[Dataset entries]
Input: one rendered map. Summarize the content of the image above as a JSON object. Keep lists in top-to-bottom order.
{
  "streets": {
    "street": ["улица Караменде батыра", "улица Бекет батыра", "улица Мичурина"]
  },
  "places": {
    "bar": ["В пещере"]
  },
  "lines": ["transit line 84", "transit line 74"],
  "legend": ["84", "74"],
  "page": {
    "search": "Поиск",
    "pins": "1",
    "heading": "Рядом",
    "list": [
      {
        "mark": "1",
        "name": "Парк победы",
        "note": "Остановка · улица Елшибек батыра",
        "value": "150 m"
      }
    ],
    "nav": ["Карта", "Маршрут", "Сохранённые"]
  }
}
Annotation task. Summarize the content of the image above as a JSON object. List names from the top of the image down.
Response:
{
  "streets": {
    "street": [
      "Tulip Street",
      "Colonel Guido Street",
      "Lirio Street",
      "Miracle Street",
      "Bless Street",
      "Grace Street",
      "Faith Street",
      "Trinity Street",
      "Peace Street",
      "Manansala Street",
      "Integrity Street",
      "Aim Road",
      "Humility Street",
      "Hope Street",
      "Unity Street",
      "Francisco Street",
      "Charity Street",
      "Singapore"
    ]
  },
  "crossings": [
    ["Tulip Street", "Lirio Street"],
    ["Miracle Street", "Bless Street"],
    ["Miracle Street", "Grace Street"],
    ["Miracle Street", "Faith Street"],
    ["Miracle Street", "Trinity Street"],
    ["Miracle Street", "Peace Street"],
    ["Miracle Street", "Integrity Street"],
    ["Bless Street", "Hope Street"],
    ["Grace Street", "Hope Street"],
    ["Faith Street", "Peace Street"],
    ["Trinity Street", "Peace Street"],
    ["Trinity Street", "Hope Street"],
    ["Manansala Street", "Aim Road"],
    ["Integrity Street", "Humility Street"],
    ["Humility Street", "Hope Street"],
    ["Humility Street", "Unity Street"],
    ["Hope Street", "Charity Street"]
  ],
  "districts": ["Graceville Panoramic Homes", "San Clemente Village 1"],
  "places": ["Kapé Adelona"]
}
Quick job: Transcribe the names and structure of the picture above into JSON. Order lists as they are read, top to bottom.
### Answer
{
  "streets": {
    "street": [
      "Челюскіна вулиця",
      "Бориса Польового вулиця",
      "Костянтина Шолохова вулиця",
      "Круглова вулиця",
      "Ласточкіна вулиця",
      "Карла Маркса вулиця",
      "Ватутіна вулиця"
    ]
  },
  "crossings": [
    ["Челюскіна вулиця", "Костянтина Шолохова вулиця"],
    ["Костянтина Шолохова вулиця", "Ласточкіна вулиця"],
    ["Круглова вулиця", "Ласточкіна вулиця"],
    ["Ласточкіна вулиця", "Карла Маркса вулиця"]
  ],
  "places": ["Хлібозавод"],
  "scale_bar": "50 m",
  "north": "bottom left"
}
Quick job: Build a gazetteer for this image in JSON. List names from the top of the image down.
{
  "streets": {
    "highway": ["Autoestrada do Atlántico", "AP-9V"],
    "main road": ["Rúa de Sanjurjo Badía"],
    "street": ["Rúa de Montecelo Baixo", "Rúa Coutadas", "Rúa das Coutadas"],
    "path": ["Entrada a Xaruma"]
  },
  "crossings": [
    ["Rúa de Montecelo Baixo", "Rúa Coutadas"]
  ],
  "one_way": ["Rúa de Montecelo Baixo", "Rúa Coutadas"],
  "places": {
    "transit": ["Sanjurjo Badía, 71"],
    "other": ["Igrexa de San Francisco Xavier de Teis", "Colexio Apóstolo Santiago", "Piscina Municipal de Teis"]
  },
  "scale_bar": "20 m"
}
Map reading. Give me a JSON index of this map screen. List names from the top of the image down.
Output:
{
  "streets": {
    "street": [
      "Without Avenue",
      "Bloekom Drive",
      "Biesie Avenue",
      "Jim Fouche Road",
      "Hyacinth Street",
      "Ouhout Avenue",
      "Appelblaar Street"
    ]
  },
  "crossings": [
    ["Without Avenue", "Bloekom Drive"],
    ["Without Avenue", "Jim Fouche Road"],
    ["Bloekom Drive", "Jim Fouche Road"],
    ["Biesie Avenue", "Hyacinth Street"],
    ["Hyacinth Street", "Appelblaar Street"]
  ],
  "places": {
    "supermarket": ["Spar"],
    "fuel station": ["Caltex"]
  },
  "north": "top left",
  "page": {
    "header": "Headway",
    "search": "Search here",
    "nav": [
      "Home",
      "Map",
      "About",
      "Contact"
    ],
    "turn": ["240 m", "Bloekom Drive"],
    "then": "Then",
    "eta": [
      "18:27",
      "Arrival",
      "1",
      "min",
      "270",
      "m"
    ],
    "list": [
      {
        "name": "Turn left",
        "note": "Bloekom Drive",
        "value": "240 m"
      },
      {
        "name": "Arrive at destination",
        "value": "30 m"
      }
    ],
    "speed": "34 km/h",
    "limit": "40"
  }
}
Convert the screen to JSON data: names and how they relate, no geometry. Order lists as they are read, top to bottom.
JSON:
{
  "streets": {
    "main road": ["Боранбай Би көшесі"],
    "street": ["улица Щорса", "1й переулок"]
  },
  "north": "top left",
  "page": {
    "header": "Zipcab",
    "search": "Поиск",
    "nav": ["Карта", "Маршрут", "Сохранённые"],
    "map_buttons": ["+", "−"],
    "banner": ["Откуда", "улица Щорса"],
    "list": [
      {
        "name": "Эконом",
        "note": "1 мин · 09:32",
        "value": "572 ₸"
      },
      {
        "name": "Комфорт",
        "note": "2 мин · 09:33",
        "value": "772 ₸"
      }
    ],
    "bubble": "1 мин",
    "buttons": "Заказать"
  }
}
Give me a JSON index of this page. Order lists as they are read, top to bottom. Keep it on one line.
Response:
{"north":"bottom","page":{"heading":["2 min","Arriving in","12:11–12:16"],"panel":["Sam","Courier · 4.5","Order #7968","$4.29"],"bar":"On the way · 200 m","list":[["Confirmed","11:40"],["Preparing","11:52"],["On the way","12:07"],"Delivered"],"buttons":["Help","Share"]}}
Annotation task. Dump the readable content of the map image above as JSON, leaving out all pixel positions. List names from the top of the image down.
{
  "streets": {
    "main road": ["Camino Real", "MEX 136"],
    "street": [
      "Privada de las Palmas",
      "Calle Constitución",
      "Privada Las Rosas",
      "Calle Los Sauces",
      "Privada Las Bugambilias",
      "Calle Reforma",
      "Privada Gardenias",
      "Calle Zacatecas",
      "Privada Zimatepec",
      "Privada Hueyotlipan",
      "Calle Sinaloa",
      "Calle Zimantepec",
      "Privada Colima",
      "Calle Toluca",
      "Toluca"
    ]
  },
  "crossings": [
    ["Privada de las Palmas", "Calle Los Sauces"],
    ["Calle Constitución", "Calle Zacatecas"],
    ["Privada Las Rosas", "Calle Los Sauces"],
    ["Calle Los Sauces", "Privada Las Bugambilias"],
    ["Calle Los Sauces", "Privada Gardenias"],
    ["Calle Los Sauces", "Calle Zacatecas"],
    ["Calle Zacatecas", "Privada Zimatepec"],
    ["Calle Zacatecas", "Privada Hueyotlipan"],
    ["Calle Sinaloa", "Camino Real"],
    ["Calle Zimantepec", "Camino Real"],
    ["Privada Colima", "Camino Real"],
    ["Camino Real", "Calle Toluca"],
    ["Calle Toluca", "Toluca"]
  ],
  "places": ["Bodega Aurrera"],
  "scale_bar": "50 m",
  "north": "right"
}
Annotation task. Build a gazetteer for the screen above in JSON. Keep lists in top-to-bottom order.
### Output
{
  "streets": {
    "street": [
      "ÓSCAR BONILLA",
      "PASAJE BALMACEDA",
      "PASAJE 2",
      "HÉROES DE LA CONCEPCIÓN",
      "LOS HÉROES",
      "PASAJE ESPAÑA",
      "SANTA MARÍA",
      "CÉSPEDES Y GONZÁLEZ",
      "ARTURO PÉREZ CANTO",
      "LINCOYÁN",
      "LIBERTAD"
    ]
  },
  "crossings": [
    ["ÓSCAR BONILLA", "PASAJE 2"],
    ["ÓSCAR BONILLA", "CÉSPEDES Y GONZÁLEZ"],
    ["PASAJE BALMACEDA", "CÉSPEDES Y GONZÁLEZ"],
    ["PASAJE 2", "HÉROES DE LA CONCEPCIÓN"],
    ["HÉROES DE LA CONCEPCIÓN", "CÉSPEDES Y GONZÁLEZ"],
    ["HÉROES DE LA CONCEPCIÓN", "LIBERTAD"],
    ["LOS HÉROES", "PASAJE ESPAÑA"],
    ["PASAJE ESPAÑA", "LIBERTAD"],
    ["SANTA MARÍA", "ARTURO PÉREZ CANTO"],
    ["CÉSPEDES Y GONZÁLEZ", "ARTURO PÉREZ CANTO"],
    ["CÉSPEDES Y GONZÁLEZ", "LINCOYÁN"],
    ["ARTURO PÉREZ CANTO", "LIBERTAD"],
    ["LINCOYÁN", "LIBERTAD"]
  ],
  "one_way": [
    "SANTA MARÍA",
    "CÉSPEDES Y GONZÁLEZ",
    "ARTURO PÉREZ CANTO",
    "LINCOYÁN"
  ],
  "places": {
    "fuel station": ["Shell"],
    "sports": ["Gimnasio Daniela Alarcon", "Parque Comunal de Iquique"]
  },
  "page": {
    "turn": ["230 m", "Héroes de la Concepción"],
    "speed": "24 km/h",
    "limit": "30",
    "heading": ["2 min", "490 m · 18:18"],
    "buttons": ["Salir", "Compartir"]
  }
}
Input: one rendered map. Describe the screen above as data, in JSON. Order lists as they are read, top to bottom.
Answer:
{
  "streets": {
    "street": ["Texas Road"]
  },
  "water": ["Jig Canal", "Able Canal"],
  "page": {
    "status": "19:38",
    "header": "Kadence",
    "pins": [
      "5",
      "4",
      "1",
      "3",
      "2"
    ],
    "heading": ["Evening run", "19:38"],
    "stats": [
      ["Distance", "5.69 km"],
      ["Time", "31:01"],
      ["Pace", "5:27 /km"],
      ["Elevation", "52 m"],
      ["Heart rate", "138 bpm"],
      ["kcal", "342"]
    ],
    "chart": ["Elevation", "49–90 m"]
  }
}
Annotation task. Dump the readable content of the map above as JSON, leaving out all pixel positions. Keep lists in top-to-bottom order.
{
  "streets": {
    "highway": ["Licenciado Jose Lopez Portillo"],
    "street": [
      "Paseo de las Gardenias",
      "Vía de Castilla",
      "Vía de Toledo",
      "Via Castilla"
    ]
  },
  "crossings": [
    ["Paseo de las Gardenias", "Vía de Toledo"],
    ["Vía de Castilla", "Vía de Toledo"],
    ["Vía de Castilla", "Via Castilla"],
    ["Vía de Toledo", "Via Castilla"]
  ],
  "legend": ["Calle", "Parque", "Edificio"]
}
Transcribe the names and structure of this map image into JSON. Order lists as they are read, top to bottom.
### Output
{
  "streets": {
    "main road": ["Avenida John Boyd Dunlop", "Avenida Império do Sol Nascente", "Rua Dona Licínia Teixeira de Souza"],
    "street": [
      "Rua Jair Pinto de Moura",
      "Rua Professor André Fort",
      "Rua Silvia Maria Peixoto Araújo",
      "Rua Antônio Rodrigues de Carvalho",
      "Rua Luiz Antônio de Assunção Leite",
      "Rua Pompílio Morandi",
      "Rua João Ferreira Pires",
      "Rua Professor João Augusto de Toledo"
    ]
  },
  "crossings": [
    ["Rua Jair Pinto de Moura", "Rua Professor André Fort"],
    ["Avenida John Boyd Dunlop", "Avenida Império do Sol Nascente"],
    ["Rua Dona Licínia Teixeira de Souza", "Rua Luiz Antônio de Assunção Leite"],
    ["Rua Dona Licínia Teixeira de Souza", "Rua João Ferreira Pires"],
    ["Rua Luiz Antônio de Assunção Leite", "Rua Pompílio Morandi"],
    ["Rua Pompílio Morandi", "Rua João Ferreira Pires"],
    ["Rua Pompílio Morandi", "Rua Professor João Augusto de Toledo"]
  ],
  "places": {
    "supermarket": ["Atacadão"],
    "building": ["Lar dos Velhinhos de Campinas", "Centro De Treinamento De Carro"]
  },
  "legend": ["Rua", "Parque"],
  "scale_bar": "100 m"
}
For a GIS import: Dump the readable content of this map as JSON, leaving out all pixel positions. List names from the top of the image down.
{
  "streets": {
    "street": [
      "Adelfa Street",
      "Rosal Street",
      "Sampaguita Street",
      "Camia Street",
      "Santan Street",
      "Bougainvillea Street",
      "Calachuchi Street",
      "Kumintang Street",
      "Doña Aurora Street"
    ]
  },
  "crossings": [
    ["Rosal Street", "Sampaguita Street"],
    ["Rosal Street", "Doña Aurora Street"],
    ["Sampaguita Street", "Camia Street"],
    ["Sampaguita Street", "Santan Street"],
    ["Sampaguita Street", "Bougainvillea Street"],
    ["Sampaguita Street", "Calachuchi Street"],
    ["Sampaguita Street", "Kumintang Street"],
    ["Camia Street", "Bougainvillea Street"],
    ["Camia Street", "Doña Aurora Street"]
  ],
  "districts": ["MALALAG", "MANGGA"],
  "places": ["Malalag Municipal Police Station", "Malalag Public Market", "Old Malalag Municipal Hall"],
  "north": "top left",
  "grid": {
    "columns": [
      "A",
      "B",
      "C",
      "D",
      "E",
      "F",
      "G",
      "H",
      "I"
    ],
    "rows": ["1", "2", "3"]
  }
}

WHAT YOU HAVE TO DO
The answer must be every line of the records that contains the word "main".

TASK RESPONSE
    "main road": ["Rúa de Sanjurjo Badía"],
    "main road": ["Боранбай Би көшесі"],
    "main road": ["Camino Real", "MEX 136"],
    "main road": ["Avenida John Boyd Dunlop", "Avenida Império do Sol Nascente", "Rua Dona Licínia Teixeira de Souza"],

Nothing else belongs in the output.